- TASK OBJECTIVE -
All of the records below need to be written out exactly, but without the pictures.

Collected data
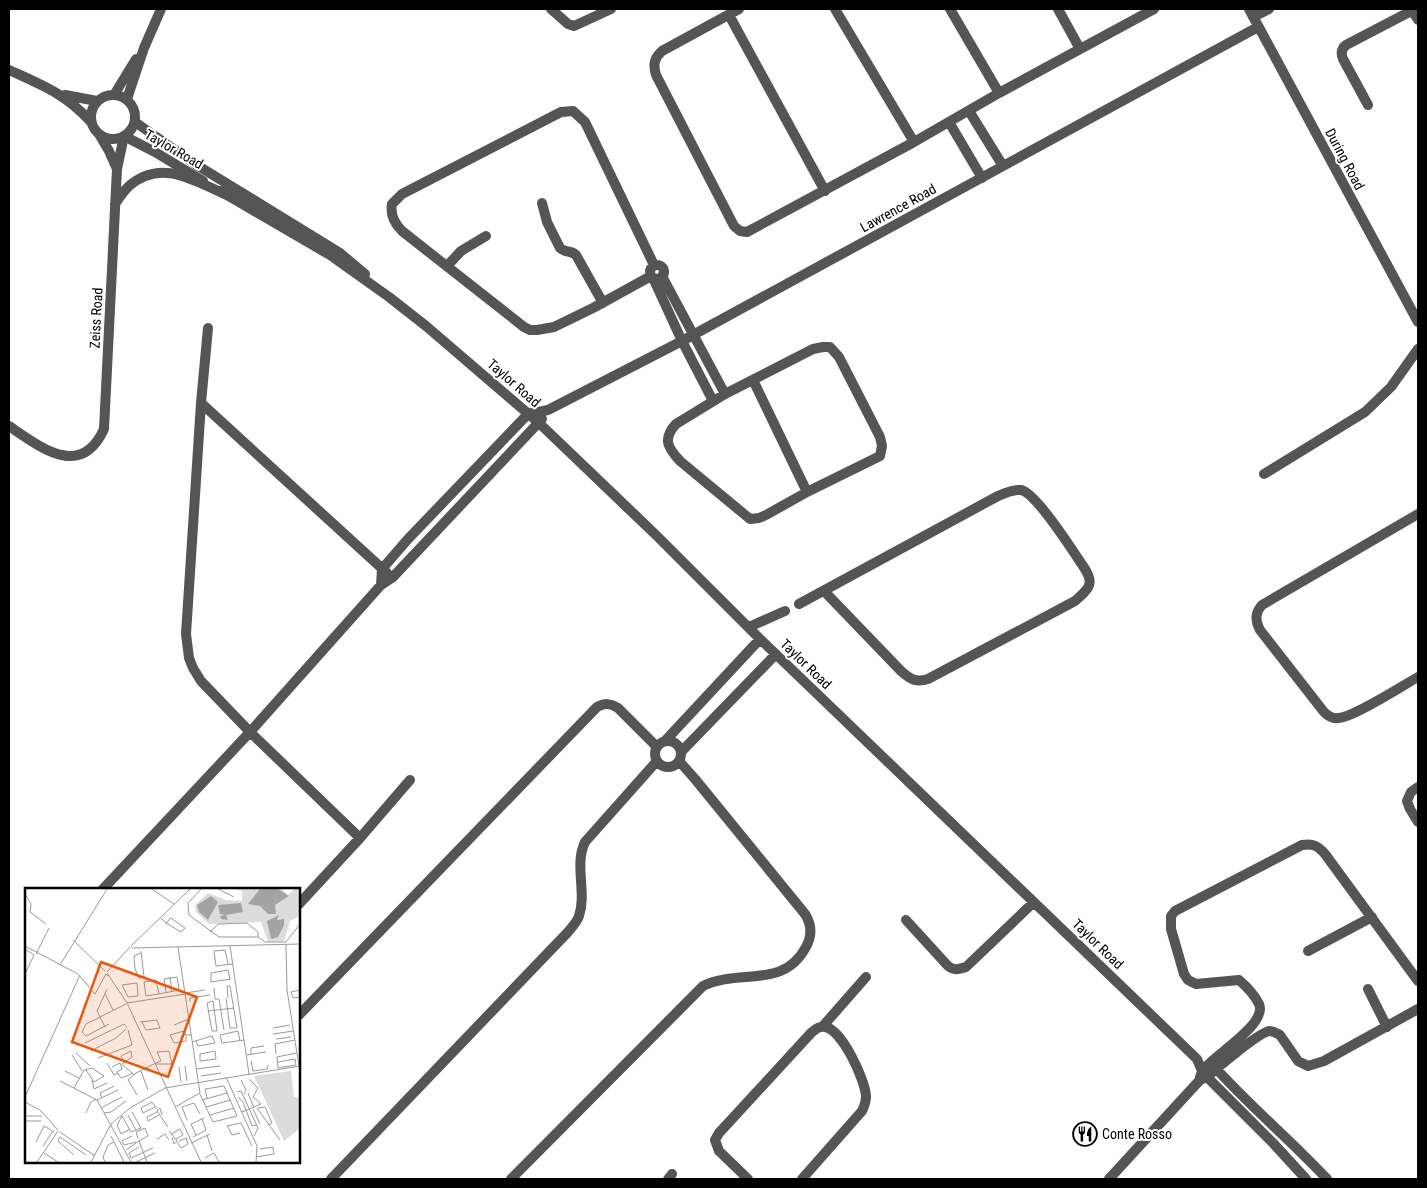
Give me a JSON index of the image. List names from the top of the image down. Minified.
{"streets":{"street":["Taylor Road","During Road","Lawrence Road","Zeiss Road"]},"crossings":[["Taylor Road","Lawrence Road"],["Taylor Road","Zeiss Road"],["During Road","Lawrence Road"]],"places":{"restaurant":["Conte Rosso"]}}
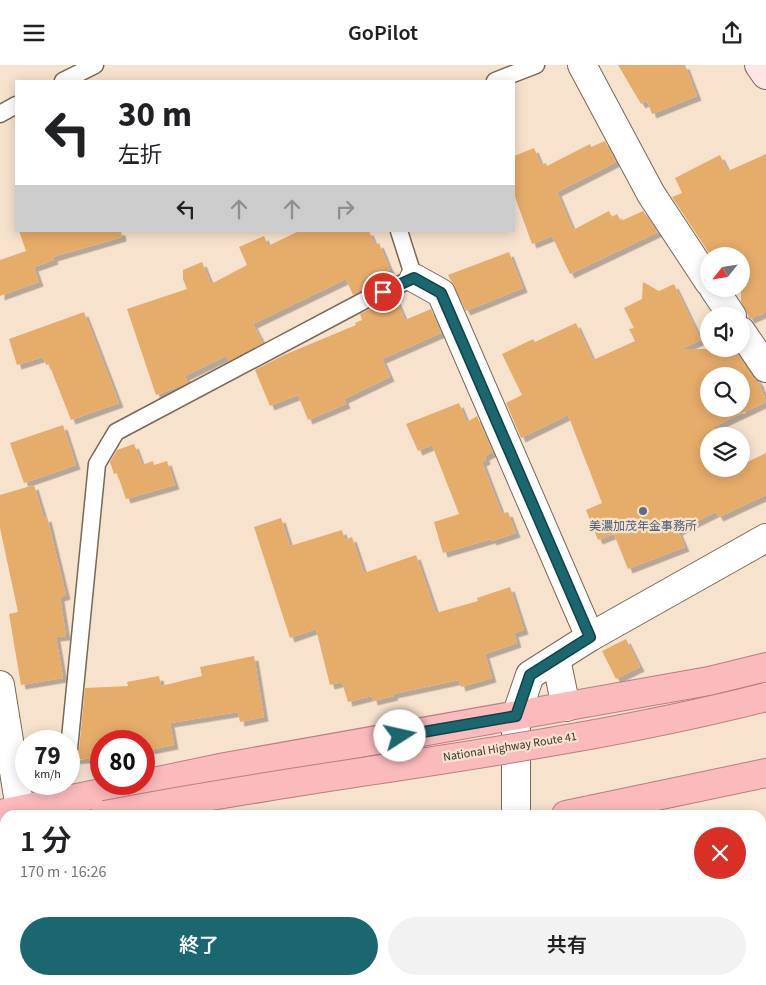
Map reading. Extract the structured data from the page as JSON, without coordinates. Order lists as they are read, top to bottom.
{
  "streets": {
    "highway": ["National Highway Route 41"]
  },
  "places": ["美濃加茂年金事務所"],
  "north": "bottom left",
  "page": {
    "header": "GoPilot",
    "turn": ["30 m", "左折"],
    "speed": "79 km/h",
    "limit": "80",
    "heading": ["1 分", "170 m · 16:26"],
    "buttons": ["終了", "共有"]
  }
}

- RESULT OF THIS EXERCISE -
Give me a JSON index of the image. List names from the top of the image down. Minified.
{"streets":{"street":["Taylor Road","During Road","Lawrence Road","Zeiss Road"]},"crossings":[["Taylor Road","Lawrence Road"],["Taylor Road","Zeiss Road"],["During Road","Lawrence Road"]],"places":{"restaurant":["Conte Rosso"]}}
Map reading. Extract the structured data from the page as JSON, without coordinates. Order lists as they are read, top to bottom.
{
  "streets": {
    "highway": ["National Highway Route 41"]
  },
  "places": ["美濃加茂年金事務所"],
  "north": "bottom left",
  "page": {
    "header": "GoPilot",
    "turn": ["30 m", "左折"],
    "speed": "79 km/h",
    "limit": "80",
    "heading": ["1 分", "170 m · 16:26"],
    "buttons": ["終了", "共有"]
  }
}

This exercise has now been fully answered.